From: linas@austin.ibm.com (linas)
To: James.Bottomley@steeleye.com
Cc: brking@us.ibm.com, gregkh@suse.de, linux-scsi@vger.kernel.org
Subject: [PATCH] PCI Error Recovery: Symbios SCSI device driver
Date: Wed, 18 Jan 2006 10:53:45 -0600 [thread overview]
Message-ID: <20060118165345.GA31920@austin.ibm.com> (raw)
Hi James,
Please review the patch below, and forward upstream. I've been
bouncing it to various mailing lists for the last half-year,
it has been living in an -mm tree for a while, and was a part of
GregKH's patchset for a while. I'd like to get it propely upstream.
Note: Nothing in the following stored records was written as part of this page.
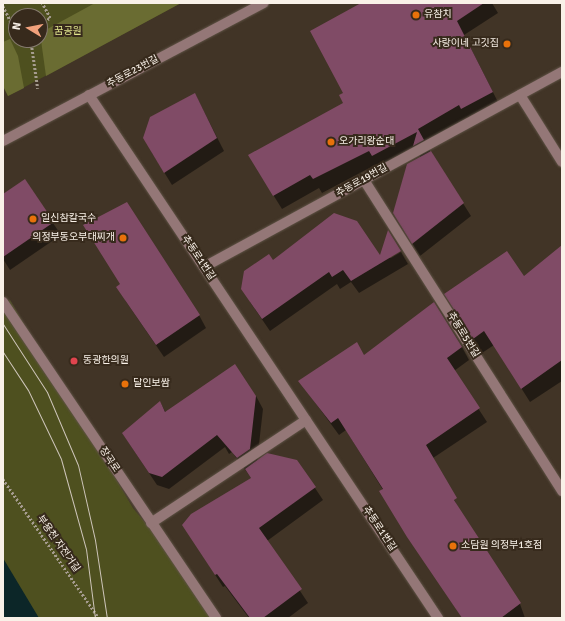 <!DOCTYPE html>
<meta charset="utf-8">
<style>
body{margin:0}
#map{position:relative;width:565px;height:621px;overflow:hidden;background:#413426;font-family:Signika,"Noto Sans KR",sans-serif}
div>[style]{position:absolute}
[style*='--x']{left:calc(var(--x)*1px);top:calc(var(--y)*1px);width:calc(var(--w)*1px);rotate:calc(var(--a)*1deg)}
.green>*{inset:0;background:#4e501f}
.forest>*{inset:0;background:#6a6c32}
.water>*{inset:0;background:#0c2628}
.shadow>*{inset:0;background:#0007}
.building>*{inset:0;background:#804b66}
.path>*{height:2.5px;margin-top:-1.25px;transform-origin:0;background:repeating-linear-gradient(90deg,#a69c90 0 2px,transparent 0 4px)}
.roads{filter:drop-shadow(0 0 1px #5e5245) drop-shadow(0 0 1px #5e5245)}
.minor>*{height:10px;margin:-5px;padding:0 5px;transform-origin:5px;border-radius:5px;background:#947777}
.tram>*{height:1px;margin:-0.5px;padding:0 0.5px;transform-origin:0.5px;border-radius:0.5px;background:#cec5ba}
.dots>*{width:11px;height:11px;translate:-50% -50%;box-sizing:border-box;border:2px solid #372a1c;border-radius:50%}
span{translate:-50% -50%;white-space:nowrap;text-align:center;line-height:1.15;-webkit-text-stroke:4px #372a1c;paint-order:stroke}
.poi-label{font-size:10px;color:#f9f1e8}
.left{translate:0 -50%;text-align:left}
.right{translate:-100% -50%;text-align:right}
.park-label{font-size:10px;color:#e1e58d}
.street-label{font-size:10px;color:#f9f1e8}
.frame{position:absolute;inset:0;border:4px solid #f9f1e8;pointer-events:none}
.north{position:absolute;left:8px;top:8px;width:40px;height:40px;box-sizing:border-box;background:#372a1c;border:1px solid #857a6e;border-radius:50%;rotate:280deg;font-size:11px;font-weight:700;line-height:16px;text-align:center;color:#f9f1e8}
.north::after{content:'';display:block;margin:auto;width:14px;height:18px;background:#f1a17b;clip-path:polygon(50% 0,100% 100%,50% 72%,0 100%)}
</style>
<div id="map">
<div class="green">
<div style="clip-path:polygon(evenodd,3px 3px,181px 3px,8px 96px,3px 86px,3px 3px,16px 16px,40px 16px,40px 40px,16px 40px,16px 16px)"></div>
<div style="clip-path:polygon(10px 300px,133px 508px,189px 576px,218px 618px,3px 618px,3px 304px)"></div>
</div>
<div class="forest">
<div style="clip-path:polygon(95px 3px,181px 3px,46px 76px,40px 33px)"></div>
<div style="clip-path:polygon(10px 39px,18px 56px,24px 88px,8px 96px,3px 86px,3px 42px)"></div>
</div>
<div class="water">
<div style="clip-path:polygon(3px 558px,39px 618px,3px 618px)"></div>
</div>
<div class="shadow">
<div style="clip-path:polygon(363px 3px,492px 3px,498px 13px,464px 35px,500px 106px,425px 143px,471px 216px,420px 256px,401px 226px,421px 158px,416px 150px,381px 170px,377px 164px,322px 193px,319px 188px,282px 209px,257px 169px,345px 104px)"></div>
<div style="clip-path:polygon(195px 94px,224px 151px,172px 185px,151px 151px)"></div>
<div style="clip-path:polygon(25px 181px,61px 235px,10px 270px,3px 259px,3px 195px)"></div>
<div style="clip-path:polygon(562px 247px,562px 381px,530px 402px,494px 345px,482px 353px,454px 309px,523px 277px)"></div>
<div style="clip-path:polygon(401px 252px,408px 264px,359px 293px,351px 282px,340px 289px,337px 284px,270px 331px,250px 302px,273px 261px,391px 258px)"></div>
<div style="clip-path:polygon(125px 300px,199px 315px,206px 328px,164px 357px)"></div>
<div style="clip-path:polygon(462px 347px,469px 360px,454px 371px,487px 422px,433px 458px,461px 513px,520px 604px,525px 618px,462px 618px,346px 430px,339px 435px,300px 382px,364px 357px)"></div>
<div style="clip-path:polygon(256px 396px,263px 409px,257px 462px,297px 461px,323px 500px,267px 541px,308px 603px,288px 618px,249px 618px,225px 586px,223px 587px,183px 525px,252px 479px,232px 452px,229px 454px,225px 447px,169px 489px,157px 485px,123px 434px,160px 402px,166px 413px)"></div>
</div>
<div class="building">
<div style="clip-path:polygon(361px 3px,484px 3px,457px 21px,493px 92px,461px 109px,459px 105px,418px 129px,424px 140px,413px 146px,417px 132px,372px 156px,369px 151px,313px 179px,310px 175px,273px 196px,248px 155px,343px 103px,339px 95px,343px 93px,310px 31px)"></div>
<div style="clip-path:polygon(195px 93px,217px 138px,164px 173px,143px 138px,150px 117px)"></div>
<div style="clip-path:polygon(431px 151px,464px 203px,412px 244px,393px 213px,407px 164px)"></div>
<div style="clip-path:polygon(25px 179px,54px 222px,3px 257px,3px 194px)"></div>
<div style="clip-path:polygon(127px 202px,200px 315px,156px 345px,116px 287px,120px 284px,83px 225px)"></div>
<div style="clip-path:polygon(334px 213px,357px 221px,380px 255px,388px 230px,401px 251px,351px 281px,343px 270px,332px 277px,329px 272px,262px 319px,241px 289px,244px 271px,269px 254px,273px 260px)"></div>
<div style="clip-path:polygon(562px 245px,562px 360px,521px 389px,484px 331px,473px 339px,444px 294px,507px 251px,524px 276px)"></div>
<div style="clip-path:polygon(434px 302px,462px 347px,447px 358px,480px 408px,426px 445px,457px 498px,454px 500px,521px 603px,501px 618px,462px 618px,407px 537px,379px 491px,383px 489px,338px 418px,331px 423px,298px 381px,357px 342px,364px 355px)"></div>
<div style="clip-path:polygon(235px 364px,256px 396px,250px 449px,237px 458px,217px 435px,162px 477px,149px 473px,122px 433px,160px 401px,165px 412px)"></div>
<div style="clip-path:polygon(267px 453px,297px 460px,316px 487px,259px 528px,302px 589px,263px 618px,250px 618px,217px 574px,215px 575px,182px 525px,191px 514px,251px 478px,245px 469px)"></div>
</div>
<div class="path">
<div style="--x:3;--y:6;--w:29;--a:63"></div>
<div style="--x:40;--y:23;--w:11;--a:-27"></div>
<div style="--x:50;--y:18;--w:17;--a:-118"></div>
<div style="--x:31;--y:40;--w:49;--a:81.9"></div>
<div style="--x:3;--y:479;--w:169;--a:55.4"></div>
</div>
<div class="roads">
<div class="minor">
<div style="--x:89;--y:95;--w:629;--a:56.28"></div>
<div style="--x:520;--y:95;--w:79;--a:57.9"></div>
<div style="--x:3;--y:141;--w:295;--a:-27.9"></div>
<div style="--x:364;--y:180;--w:369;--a:57.5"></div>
<div style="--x:204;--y:267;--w:408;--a:-28.6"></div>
<div style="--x:3;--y:302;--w:381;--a:56"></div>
<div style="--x:151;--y:523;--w:186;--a:-33.6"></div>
</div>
</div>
<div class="tram">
<div style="--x:3;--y:324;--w:81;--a:57.1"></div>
<div style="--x:47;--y:392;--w:79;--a:67"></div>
<div style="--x:78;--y:465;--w:77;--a:77.2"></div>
<div style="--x:95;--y:540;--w:79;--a:81.3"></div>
<div style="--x:3;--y:352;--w:45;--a:56.7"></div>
<div style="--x:28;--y:390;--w:76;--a:64.4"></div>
<div style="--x:61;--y:459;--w:93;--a:74.5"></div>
<div style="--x:86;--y:549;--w:70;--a:82.6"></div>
</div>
<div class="dots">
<div style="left:416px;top:15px;background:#e8710a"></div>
<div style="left:507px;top:44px;background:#e8710a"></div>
<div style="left:331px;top:142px;background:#e8710a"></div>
<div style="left:33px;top:219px;background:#e8710a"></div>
<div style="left:123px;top:238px;background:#e8710a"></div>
<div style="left:74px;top:361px;background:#e0444e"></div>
<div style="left:125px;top:384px;background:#e8710a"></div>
<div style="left:453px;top:546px;background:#e8710a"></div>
</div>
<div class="poi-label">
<span class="left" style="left:424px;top:15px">유참치</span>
<span class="right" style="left:499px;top:44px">사랑이네 고깃집</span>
<span class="left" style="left:339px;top:142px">오가리왕순대</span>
<span class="left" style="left:41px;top:219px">일신참칼국수</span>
<span class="right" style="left:115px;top:238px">의정부동오부대찌개</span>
<span class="left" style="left:83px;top:361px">동광한의원</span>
<span class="left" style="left:133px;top:384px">달인보쌈</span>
<span class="left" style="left:461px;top:546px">소담원 의정부1호점</span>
</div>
<div class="park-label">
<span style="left:68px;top:32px">꿈공원</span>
</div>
<div class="street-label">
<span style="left:133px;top:72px;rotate:-28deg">추동로23번길</span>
<span style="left:362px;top:181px;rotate:-29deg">추동로19번길</span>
<span style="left:198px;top:258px;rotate:56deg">추동로1번길</span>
<span style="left:463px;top:335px;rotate:58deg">추동로5번길</span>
<span style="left:109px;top:460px;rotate:56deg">장곡로</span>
<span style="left:379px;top:529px;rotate:56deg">추동로1번길</span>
<span style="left:58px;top:544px;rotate:55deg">부용천 자전거길</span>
</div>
<div class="frame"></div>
<div class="north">N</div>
</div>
The general description of the principles at work here are given in
Documentation/pci-error-recovery.txt
Thanks,
--linas
----- Forwarded message from Greg KH <gregkh@suse.de> -----
Cc: linas@austin.ibm.com
Subject: [PATCH] PCI Error Recovery: Symbios SCSI device driver
Reply-To: Greg K-H <greg@kroah.com>
To: linux-pci@atrey.karlin.mff.cuni.cz
From: Greg KH <gregkh@suse.de>
[PATCH] PCI Error Recovery: Symbios SCSI device driver
Various PCI bus errors can be signaled by newer PCI controllers. This
patch adds the PCI error recovery callbacks to the Symbios SCSI device driver.
The patch has been tested, and appears to work well.
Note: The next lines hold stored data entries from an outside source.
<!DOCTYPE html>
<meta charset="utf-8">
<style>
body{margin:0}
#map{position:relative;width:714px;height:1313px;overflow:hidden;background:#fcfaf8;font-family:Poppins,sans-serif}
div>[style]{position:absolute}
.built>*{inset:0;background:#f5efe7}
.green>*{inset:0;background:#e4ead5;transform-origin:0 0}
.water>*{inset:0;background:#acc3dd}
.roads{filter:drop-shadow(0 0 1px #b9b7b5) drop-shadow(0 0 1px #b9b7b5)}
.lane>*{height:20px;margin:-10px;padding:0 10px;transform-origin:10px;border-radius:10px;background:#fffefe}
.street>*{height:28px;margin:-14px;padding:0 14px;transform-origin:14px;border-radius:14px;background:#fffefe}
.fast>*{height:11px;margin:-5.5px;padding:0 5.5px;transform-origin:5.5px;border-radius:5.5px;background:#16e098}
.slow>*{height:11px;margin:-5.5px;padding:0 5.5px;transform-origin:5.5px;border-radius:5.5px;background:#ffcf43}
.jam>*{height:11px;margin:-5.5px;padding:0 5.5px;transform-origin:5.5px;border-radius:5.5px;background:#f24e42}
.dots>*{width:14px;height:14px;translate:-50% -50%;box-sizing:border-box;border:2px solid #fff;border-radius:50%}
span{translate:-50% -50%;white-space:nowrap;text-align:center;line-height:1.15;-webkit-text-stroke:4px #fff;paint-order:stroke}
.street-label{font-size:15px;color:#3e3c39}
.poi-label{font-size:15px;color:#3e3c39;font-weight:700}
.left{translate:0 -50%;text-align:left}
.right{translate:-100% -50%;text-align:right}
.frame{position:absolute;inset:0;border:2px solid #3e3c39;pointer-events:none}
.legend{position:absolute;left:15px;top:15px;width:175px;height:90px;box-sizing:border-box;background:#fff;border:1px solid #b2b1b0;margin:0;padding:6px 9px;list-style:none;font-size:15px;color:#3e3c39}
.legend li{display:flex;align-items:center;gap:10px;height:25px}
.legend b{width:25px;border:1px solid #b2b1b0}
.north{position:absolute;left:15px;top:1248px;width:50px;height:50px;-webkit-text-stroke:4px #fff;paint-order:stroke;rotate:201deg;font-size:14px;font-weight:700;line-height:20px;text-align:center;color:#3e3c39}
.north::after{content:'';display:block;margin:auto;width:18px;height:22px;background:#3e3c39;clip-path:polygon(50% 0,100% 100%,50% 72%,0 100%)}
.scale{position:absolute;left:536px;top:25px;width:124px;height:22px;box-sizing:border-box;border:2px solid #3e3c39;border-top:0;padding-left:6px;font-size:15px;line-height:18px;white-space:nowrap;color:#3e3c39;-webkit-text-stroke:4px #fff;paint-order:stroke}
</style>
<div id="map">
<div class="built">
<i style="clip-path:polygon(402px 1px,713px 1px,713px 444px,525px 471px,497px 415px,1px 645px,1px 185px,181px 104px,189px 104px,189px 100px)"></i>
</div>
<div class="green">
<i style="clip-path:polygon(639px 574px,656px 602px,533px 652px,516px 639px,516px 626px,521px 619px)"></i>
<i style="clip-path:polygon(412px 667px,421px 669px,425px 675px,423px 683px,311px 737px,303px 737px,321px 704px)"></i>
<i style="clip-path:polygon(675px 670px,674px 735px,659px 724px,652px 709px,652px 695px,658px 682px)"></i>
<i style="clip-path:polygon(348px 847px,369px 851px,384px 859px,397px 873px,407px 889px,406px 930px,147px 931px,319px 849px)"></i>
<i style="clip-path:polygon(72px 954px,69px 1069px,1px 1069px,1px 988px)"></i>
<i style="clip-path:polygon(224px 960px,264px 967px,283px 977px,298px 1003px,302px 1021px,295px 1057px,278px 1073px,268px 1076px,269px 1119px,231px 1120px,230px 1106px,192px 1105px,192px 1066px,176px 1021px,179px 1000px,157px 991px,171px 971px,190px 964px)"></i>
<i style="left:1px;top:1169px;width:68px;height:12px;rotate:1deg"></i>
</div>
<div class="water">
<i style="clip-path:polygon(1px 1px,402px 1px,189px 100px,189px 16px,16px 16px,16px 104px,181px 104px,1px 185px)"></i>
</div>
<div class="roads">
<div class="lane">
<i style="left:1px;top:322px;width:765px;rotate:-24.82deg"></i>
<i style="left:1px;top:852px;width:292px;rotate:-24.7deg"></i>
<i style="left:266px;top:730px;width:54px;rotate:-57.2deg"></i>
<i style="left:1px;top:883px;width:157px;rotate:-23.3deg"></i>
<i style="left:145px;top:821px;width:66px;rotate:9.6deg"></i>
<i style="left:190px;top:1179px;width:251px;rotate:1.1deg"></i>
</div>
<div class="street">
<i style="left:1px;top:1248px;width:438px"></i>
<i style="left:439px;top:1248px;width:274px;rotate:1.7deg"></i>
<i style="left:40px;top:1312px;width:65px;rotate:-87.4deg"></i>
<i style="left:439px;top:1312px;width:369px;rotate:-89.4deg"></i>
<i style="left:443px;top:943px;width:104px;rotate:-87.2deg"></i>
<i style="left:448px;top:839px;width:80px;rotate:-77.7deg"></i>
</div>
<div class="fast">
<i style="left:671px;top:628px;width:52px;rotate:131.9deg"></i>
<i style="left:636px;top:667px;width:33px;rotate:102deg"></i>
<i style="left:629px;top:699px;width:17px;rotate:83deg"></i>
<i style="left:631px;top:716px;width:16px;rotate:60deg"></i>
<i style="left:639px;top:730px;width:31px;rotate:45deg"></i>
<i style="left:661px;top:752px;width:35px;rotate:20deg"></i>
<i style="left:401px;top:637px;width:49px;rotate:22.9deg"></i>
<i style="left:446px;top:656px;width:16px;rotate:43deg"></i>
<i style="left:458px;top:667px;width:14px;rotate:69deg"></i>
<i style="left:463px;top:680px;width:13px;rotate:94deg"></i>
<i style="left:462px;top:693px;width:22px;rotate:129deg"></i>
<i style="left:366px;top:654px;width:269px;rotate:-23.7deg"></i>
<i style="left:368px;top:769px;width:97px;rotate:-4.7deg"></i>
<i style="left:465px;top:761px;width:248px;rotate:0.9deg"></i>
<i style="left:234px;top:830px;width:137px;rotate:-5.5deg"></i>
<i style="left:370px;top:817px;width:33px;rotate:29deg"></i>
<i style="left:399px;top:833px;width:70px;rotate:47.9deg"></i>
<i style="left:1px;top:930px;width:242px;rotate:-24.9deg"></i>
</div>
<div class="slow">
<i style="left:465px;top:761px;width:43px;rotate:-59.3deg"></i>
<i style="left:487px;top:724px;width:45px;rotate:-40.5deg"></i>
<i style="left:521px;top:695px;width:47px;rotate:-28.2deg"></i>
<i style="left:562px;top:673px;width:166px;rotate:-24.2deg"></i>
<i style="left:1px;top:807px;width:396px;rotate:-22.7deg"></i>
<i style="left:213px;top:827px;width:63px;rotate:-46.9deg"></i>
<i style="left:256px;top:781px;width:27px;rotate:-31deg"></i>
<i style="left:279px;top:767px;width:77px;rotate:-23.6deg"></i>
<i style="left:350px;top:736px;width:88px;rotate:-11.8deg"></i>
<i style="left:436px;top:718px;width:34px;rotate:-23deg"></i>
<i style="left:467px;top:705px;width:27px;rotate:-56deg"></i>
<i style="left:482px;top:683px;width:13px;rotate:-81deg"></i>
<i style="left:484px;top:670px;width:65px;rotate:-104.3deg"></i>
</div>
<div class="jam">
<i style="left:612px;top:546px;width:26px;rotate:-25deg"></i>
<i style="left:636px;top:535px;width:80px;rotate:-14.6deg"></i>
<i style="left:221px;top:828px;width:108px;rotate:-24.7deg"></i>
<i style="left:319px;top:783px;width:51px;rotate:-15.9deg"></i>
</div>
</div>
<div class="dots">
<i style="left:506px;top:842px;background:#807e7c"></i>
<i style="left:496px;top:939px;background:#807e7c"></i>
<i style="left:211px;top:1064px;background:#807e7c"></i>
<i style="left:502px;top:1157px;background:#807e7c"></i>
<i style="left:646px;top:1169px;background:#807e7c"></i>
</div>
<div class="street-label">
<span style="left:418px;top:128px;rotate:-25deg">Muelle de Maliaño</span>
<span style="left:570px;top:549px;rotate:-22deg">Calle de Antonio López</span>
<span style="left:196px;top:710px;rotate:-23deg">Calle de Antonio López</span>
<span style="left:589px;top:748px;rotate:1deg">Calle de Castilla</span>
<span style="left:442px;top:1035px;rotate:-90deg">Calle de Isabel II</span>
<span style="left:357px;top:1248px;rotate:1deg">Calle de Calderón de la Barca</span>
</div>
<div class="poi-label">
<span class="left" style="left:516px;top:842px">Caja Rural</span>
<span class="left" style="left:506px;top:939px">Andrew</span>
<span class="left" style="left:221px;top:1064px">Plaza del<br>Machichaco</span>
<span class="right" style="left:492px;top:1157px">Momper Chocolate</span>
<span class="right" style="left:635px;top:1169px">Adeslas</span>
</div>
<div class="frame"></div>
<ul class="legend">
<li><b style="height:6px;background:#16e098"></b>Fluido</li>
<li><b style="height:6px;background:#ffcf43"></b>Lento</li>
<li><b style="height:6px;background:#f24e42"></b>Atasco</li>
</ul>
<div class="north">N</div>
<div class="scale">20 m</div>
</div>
Signed-off-by: Linas Vepstas <linas@linas.org>
Signed-off-by: Greg Kroah-Hartman <gregkh@suse.de>
---
commit d78cde68ab78766c3a175466aa8adcbdc5520963
tree 836445f183f96049046d2da633c45e04df53b775
parent 3c06ba2cdbd37f80ae6dc044d9e305f0dd0ad6dd
author linas <linas@austin.ibm.com> Fri, 18 Nov 2005 16:23:04 -0600
committer Greg Kroah-Hartman <gregkh@suse.de> Thu, 05 Jan 2006 21:54:54 -0800
drivers/scsi/sym53c8xx_2/sym_glue.c | 113 +++++++++++++++++++++++++++++++++++
drivers/scsi/sym53c8xx_2/sym_glue.h | 4 +
drivers/scsi/sym53c8xx_2/sym_hipd.c | 15 +++++
3 files changed, 132 insertions(+), 0 deletions(-)
diff --git a/drivers/scsi/sym53c8xx_2/sym_glue.c b/drivers/scsi/sym53c8xx_2/sym_glue.c
index 1fffd2b..19ca4ed 100644
--- a/drivers/scsi/sym53c8xx_2/sym_glue.c
+++ b/drivers/scsi/sym53c8xx_2/sym_glue.c
@@ -716,6 +716,10 @@ static irqreturn_t sym53c8xx_intr(int ir
if (DEBUG_FLAGS & DEBUG_TINY) printf_debug ("[");
+ /* Avoid spinloop trying to handle interrupts on frozen device */
+ if (np->s.io_state != pci_channel_io_normal)
+ return IRQ_HANDLED;
+
spin_lock_irqsave(np->s.host->host_lock, flags);
sym_interrupt(np);
spin_unlock_irqrestore(np->s.host->host_lock, flags);
@@ -789,6 +793,25 @@ static void sym_eh_done(struct scsi_cmnd
*/
static void sym_eh_timeout(u_long p) { __sym_eh_done((struct scsi_cmnd *)p, 1); }
+static void sym_eeh_timeout(u_long p)
+{
+ struct sym_eh_wait *ep = (struct sym_eh_wait *) p;
+ if (!ep)
+ return;
+ complete(&ep->done);
+}
+
+static void sym_eeh_done(struct sym_eh_wait *ep)
+{
+ if (!ep)
+ return;
+ ep->timed_out = 0;
+ if (!del_timer(&ep->timer))
+ return;
+
+ complete(&ep->done);
+}
+
/*
* Generic method for our eh processing.
* The 'op' argument tells what we have to do.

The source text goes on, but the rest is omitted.